The worst is yet to come for mortgage bonds as more holders are forced to sell the securities in a falling market, Freddie Mac Chief Executive Officer Richard Syron and investors James Chanos and Marc Faber said.
“Unfortunately I don’t think we have hit bottom,” Syron, whose company is the second-largest source of money for home loans behind Fannie Mae, said in an interview yesterday from McLean, Virginia. “Things are going to get worse.”
The extent of the declines in bonds backed by home loans to borrowers with limited or poor credit histories is being masked by investors’ reluctance to buy or sell the securities, said Chanos, president of New York-based Kynikos Associates. When Bear Stearns Cos. was forced to bail out two hedge funds in the past month after bad bets on subprime mortgage bonds, “the banks went out of their way so they didn’t have to liquidate” the bonds and establish a price, and instead refinanced them, Chanos said.
Moody’s Investors Service cut credit ratings on $5 billion of subprime mortgage bonds in the past two weeks, while Standard & Poor’s cut $6.4 billion. Fitch analyst Robert Curran said July 12 the decline in housing prices is “as intense, if not more severe” than it was earlier this year.
“The issue here is passing the hot potato,” Chanos said. “No one wants to give these pieces of paper up for cash because that is an actual transaction that people could point to as opposed to a refinancing or trying to finesse your way out.”
Defaults by subprime borrowers are at the highest in a decade, dragging down the value of homes and bonds.

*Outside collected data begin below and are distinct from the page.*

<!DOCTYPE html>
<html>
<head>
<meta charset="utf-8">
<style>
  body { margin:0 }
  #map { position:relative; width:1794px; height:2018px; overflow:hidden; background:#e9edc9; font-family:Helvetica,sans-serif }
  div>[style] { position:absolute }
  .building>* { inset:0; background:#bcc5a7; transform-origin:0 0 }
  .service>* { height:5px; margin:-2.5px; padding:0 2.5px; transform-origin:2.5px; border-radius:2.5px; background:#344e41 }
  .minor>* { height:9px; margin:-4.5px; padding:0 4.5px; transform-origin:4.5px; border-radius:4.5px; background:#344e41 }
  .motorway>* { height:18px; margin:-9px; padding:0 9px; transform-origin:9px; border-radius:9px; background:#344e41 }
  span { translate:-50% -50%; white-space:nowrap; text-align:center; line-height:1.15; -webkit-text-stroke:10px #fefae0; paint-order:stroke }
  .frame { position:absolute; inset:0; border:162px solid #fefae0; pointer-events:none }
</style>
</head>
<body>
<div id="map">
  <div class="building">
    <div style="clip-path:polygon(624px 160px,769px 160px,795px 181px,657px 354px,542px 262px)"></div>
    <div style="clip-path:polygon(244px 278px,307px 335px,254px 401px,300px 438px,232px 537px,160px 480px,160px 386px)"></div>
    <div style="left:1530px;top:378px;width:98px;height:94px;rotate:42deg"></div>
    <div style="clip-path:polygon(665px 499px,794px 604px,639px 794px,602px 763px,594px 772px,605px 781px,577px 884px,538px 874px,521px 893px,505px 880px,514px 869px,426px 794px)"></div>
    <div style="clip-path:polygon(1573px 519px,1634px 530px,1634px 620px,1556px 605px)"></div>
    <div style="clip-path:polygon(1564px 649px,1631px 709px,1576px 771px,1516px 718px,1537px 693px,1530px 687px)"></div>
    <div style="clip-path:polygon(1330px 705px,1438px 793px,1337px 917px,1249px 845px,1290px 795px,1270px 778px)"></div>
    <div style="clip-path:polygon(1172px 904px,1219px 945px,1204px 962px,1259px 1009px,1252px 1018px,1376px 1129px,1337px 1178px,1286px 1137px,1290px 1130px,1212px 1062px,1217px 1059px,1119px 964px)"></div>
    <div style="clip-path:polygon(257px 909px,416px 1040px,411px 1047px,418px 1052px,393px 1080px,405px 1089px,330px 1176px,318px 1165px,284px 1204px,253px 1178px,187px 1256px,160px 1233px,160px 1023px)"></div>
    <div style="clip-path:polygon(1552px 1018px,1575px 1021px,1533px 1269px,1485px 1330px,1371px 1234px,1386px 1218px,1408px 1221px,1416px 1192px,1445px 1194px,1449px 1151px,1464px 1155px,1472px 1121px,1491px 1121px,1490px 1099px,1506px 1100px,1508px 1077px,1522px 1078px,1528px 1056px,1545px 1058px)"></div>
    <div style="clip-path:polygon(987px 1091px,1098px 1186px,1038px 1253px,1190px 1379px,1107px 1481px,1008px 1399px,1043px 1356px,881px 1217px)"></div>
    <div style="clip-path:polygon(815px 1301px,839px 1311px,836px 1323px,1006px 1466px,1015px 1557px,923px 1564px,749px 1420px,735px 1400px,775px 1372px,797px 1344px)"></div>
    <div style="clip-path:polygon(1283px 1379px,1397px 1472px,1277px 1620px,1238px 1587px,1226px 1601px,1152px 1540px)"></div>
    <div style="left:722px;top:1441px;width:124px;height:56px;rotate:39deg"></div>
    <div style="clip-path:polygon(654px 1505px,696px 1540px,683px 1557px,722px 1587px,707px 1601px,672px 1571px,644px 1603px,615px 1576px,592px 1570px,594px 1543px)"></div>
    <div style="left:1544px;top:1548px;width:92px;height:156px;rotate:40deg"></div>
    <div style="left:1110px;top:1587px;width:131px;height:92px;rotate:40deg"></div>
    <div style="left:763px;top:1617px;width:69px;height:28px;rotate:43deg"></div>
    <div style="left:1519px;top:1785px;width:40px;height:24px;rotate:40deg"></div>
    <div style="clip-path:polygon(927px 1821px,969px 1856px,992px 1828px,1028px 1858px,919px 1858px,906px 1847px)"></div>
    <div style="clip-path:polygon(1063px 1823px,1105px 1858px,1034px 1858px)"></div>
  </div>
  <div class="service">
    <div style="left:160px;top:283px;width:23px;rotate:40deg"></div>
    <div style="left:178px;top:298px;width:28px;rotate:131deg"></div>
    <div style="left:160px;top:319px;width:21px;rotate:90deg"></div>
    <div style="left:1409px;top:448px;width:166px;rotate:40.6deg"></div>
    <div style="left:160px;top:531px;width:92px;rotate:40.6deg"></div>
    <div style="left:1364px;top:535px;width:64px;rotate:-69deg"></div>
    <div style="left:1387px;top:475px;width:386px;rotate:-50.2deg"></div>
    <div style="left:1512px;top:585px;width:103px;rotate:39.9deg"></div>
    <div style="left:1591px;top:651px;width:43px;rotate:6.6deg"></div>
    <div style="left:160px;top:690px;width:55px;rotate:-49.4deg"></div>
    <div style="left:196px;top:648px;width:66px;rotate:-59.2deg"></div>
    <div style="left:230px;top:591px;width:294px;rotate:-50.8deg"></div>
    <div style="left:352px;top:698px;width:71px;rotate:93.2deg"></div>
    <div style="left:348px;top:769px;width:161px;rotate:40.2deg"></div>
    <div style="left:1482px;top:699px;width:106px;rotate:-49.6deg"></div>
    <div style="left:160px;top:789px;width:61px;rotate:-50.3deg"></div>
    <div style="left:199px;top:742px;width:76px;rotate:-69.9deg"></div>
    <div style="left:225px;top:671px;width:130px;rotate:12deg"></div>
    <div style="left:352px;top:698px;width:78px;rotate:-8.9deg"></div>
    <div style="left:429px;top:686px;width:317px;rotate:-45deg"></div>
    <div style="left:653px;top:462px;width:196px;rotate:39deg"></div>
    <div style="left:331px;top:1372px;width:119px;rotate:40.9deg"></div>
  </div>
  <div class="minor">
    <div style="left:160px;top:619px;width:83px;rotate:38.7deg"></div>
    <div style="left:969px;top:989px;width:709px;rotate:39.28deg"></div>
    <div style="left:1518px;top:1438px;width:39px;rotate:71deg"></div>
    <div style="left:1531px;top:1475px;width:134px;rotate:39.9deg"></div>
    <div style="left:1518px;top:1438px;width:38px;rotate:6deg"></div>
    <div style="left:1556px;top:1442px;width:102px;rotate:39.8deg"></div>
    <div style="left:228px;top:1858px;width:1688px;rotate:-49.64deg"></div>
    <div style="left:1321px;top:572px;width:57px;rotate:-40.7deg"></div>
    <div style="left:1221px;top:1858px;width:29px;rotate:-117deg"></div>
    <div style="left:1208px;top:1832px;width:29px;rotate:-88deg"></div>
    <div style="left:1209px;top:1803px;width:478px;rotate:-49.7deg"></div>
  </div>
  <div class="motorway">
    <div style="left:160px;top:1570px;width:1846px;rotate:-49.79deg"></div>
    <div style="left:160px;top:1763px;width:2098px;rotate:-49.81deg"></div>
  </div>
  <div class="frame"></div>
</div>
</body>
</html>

Those declines have helped increase borrowing costs and have become a “drag on the economy,” Syron said.
Moody’s, Standard & Poor’s and Fitch Ratings all warned in the past two weeks that the housing slump is broadening.

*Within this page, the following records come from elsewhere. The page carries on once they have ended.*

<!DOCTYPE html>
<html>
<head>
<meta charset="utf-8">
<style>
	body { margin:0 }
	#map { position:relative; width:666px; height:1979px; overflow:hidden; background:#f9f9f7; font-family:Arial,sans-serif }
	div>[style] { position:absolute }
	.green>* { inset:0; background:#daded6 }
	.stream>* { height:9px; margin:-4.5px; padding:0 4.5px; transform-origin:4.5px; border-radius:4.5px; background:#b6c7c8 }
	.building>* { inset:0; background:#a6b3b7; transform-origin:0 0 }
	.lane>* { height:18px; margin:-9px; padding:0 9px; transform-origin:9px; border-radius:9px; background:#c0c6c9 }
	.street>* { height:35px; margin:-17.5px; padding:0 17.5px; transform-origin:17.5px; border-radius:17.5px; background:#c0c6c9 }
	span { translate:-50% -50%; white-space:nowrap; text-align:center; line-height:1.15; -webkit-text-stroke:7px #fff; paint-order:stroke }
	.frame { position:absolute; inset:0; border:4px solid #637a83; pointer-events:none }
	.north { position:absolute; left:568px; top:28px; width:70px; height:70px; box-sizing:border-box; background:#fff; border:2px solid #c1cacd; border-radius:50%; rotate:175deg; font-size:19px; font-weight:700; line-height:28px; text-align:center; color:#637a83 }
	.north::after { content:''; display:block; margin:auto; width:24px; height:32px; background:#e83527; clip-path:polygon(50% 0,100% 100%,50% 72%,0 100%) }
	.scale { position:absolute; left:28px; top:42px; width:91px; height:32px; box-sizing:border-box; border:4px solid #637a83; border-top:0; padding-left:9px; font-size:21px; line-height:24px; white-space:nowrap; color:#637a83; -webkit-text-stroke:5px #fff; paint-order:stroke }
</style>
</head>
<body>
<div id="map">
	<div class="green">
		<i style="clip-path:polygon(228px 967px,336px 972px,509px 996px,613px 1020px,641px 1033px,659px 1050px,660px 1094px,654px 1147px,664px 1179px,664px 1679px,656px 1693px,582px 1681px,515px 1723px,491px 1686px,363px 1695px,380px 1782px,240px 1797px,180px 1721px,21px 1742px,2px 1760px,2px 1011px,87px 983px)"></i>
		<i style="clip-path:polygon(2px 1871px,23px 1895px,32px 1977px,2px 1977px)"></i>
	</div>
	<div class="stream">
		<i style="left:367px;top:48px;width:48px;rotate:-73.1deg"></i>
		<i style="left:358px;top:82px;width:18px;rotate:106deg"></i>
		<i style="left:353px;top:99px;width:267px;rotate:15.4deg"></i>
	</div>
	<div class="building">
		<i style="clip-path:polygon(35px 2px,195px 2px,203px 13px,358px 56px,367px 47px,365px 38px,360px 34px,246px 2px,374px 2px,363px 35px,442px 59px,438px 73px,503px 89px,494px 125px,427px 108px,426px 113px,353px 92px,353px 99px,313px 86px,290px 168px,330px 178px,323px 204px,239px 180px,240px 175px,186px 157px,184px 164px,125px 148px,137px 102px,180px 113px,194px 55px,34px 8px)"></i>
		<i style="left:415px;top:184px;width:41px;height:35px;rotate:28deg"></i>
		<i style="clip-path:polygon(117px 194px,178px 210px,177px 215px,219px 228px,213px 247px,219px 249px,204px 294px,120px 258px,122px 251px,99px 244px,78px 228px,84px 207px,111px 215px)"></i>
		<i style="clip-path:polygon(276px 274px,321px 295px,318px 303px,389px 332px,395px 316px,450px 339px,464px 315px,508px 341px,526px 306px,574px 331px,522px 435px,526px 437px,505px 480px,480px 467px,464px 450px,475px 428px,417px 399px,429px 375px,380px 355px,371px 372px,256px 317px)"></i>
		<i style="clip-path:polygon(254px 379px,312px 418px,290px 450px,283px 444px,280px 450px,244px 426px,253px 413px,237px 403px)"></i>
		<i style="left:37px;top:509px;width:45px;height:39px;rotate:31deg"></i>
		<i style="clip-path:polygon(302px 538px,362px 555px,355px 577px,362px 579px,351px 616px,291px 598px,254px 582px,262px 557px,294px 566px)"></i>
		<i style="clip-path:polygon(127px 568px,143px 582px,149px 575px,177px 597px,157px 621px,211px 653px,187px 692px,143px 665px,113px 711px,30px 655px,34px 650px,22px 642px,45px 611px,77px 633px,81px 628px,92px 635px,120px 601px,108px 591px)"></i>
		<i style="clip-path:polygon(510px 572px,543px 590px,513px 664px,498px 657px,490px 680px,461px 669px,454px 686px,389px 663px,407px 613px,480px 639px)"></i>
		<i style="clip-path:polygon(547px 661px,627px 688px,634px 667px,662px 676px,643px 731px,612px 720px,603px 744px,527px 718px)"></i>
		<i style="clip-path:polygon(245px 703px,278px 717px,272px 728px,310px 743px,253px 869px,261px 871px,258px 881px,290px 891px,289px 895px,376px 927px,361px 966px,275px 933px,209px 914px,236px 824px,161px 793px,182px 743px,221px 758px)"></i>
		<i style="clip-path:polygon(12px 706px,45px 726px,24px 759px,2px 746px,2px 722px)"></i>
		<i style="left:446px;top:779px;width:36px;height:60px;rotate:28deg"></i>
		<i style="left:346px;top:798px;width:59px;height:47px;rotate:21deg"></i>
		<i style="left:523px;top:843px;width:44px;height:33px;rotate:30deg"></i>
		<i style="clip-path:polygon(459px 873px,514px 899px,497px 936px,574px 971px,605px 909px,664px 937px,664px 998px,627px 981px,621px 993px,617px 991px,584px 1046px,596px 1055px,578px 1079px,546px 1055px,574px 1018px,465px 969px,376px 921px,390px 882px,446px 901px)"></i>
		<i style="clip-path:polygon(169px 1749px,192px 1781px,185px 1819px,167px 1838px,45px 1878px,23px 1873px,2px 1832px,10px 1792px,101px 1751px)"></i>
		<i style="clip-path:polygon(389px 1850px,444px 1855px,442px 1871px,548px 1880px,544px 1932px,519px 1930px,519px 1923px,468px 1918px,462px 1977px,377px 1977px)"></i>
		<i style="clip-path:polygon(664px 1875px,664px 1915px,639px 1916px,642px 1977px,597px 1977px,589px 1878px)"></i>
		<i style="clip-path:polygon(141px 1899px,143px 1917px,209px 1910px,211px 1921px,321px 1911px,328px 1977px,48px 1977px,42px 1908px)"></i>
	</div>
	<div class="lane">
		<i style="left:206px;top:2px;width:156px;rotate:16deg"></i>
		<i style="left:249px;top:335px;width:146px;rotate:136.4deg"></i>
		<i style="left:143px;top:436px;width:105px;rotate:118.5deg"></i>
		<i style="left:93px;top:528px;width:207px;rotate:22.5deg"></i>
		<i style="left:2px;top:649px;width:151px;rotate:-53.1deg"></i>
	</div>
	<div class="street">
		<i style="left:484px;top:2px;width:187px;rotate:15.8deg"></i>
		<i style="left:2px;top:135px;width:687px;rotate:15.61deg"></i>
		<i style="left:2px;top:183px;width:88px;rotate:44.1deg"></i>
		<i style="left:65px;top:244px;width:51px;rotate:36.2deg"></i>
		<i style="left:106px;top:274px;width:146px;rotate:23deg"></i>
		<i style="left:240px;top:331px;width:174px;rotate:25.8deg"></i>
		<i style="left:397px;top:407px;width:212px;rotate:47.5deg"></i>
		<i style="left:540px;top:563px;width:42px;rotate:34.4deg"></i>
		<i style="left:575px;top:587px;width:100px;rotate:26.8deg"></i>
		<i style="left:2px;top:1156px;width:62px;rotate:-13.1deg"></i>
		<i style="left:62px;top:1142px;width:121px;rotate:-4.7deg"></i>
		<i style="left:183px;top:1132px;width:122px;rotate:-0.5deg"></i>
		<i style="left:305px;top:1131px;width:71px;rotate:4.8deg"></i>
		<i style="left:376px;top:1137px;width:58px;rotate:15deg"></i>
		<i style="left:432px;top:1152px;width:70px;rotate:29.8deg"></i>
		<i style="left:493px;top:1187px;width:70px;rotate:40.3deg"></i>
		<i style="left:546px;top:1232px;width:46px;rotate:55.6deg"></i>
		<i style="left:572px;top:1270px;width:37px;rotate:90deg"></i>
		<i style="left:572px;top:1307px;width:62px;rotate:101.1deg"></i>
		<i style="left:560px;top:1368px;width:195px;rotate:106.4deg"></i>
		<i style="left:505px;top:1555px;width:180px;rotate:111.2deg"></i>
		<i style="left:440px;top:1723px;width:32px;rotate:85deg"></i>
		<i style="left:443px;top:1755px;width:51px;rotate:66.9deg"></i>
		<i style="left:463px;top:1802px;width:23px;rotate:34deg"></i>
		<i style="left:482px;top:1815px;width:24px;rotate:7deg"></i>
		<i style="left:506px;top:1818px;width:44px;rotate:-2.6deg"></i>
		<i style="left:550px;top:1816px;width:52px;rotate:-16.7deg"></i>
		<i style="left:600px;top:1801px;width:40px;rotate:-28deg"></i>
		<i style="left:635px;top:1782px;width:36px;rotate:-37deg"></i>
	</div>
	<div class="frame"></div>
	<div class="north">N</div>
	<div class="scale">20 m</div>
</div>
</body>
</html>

“There’s a lot more to come,” Chanos, who oversees $4 billion and specializes in short sales, said in New York. “What we’re seeing already is a spreading of the contagion.”
Freddie Mac’s Syron said he was concerned enough to talk to Federal Reserve Chairman Ben Bernanke about declines in the subprime market.
“Ben is a friend of mine and I have talked to him about this,” Syron said. “It’s a very, very serious issue.”